**What you are asked to do**
Count the lines in the records that hold the string "screenshot". Only the number should be given.
------------------------------
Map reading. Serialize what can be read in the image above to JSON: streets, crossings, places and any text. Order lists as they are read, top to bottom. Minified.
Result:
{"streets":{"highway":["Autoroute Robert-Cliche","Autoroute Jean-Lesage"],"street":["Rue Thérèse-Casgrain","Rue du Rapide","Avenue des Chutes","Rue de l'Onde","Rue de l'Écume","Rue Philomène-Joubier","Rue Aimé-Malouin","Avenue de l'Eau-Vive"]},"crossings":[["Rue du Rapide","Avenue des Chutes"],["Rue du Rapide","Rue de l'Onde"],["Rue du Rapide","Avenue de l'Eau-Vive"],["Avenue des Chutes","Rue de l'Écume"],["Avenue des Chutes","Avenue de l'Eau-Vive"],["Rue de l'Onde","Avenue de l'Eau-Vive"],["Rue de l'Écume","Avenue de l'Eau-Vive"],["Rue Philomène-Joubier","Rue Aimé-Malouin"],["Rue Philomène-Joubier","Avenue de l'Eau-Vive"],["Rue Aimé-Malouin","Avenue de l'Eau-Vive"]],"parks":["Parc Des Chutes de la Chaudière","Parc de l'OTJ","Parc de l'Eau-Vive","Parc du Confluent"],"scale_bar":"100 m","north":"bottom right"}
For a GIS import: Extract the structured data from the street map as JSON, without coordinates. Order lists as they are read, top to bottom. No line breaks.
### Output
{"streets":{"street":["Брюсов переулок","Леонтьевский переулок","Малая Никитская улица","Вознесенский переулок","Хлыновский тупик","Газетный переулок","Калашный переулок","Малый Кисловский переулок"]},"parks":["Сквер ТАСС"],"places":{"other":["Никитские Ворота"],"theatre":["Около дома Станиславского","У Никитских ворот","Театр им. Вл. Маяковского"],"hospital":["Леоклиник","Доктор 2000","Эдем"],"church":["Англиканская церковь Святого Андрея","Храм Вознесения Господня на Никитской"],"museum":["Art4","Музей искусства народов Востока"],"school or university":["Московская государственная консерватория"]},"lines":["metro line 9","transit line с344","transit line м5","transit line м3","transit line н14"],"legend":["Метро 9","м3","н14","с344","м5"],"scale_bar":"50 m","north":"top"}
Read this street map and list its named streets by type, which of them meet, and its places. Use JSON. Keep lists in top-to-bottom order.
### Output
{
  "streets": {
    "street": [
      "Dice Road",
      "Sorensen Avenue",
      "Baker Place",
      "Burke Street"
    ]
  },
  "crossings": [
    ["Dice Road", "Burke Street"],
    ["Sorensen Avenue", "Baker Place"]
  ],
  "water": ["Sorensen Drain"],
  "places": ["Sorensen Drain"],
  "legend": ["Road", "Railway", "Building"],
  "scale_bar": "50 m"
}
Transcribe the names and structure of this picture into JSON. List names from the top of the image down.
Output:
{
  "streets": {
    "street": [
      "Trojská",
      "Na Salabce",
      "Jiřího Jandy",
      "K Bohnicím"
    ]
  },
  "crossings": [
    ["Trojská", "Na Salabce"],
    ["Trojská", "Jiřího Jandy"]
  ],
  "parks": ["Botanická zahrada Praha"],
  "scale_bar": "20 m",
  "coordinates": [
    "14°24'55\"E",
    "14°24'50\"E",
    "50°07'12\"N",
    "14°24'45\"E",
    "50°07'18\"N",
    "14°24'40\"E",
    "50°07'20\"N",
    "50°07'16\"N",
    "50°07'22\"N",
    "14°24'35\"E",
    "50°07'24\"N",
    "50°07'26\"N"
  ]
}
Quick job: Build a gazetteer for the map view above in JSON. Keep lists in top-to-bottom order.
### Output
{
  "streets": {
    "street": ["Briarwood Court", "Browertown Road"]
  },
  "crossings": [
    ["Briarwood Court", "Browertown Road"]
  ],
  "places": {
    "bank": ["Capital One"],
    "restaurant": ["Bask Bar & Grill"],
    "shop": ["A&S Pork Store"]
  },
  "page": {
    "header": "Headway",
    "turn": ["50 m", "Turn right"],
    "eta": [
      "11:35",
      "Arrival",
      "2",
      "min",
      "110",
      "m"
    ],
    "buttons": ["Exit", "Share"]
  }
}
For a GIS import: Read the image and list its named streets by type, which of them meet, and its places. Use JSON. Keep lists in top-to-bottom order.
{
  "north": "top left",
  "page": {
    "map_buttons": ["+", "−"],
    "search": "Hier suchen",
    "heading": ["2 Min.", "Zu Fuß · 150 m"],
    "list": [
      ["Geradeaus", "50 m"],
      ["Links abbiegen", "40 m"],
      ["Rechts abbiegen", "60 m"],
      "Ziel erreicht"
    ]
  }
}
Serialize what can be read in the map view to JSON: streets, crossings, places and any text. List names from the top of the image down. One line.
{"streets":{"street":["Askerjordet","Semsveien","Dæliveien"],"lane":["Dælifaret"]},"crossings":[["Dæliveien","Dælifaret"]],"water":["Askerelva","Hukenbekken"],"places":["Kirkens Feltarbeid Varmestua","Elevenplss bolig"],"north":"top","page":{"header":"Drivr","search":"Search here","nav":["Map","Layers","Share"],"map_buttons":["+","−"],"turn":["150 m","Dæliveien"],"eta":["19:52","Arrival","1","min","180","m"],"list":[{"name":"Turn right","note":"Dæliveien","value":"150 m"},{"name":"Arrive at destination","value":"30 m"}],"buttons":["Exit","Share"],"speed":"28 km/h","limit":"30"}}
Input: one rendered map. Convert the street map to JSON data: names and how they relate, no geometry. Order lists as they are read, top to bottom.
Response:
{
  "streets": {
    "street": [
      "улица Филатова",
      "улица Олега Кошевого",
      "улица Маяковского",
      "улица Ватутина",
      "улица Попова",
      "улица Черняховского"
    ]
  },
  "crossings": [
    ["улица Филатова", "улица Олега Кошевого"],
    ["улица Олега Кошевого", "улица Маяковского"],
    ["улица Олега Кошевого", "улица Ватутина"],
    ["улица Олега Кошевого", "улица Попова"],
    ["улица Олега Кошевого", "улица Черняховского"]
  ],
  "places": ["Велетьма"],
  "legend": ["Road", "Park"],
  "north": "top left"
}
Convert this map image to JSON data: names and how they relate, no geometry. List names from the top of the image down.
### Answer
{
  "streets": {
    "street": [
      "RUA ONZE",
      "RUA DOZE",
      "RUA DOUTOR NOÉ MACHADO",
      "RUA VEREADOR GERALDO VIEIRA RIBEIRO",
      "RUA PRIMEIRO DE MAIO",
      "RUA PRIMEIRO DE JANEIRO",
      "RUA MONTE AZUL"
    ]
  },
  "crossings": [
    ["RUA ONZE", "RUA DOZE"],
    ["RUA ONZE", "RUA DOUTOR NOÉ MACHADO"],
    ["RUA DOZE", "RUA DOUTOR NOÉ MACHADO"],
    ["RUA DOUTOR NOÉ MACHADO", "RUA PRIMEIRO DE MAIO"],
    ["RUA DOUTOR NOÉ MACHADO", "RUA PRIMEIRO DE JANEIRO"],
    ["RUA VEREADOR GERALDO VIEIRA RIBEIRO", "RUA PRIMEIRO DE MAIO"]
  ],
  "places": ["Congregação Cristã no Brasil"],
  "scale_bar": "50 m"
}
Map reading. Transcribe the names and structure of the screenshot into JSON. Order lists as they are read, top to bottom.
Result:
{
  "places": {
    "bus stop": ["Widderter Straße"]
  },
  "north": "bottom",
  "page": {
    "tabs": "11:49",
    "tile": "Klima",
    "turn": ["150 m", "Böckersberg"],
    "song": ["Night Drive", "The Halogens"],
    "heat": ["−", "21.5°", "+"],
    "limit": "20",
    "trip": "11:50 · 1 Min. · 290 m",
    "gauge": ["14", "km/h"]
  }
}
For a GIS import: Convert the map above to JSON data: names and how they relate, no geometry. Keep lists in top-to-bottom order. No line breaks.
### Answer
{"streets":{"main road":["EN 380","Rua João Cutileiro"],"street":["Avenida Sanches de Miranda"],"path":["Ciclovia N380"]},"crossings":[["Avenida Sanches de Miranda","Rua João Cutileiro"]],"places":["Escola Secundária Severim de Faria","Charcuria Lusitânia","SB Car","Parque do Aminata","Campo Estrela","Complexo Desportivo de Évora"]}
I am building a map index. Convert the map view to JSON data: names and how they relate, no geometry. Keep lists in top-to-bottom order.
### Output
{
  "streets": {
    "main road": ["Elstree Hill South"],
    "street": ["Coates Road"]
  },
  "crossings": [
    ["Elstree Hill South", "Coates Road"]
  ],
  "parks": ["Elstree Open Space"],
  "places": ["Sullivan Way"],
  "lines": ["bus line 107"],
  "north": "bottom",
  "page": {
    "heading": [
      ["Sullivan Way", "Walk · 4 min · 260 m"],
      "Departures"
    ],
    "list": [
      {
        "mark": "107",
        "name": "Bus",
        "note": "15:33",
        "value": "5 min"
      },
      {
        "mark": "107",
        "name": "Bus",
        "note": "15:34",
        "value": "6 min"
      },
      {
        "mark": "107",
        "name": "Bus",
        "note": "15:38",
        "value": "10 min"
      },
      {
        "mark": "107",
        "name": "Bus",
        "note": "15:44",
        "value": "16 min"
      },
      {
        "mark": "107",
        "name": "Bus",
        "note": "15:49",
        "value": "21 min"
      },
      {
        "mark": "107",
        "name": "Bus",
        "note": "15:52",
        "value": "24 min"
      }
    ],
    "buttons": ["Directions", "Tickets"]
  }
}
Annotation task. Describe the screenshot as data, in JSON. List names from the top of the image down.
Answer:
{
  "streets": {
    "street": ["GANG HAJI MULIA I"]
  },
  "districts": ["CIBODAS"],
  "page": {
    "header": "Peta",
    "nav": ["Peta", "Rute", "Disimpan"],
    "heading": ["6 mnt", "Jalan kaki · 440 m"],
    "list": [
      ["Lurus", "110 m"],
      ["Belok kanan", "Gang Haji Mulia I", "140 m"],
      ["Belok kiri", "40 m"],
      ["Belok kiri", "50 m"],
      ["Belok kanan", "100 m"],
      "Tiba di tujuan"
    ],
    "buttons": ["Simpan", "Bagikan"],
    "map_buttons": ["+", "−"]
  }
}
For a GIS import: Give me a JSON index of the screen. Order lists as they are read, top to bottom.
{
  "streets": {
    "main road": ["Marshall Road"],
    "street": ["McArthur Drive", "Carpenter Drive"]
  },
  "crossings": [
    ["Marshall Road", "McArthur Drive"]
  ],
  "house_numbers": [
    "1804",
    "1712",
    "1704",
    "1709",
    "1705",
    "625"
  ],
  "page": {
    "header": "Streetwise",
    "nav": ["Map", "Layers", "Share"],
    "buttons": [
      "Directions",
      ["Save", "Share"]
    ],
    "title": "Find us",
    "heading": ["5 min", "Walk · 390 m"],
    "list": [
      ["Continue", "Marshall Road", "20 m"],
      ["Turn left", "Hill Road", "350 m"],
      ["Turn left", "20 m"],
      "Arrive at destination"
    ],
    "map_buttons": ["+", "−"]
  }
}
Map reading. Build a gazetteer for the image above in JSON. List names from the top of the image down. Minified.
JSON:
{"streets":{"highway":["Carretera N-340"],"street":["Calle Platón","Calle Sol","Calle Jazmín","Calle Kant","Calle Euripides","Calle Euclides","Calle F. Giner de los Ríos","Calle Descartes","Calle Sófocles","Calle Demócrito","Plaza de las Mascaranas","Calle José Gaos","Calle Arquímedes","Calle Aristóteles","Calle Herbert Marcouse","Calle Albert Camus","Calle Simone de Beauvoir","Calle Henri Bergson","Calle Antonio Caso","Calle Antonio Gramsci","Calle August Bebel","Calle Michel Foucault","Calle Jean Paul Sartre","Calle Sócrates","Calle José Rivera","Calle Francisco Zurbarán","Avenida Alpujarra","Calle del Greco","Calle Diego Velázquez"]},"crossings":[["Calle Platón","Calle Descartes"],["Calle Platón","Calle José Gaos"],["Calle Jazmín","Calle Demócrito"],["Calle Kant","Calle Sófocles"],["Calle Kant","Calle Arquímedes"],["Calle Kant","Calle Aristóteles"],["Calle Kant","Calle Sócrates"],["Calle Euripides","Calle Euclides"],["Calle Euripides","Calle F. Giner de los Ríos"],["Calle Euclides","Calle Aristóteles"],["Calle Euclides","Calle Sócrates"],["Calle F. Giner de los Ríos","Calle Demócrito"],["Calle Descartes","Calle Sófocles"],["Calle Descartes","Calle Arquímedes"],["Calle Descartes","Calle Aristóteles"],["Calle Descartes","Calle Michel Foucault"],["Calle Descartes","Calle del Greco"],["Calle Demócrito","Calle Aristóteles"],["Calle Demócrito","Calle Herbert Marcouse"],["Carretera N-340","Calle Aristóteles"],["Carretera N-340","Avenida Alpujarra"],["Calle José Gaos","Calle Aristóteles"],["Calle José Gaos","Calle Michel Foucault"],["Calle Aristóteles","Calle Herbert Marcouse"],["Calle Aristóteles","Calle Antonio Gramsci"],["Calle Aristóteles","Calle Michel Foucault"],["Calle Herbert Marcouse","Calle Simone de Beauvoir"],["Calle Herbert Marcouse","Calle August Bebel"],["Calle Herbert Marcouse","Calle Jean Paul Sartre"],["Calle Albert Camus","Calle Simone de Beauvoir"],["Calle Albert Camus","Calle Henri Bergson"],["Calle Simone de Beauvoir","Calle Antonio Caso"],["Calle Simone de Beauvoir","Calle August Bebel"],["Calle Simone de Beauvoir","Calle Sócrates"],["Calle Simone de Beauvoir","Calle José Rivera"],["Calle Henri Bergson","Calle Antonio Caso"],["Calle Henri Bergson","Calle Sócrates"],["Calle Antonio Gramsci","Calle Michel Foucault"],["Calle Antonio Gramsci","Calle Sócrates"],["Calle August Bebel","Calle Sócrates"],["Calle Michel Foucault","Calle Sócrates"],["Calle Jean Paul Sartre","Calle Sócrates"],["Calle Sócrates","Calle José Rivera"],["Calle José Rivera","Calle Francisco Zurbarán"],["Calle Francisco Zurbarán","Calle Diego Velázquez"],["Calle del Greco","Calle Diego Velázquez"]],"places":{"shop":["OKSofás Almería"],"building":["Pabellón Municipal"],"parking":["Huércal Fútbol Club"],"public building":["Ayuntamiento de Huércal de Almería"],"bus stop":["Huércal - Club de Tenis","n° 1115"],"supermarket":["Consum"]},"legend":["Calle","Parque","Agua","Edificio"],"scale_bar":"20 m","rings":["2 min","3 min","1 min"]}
------------------------------
**Solution to this problem**
2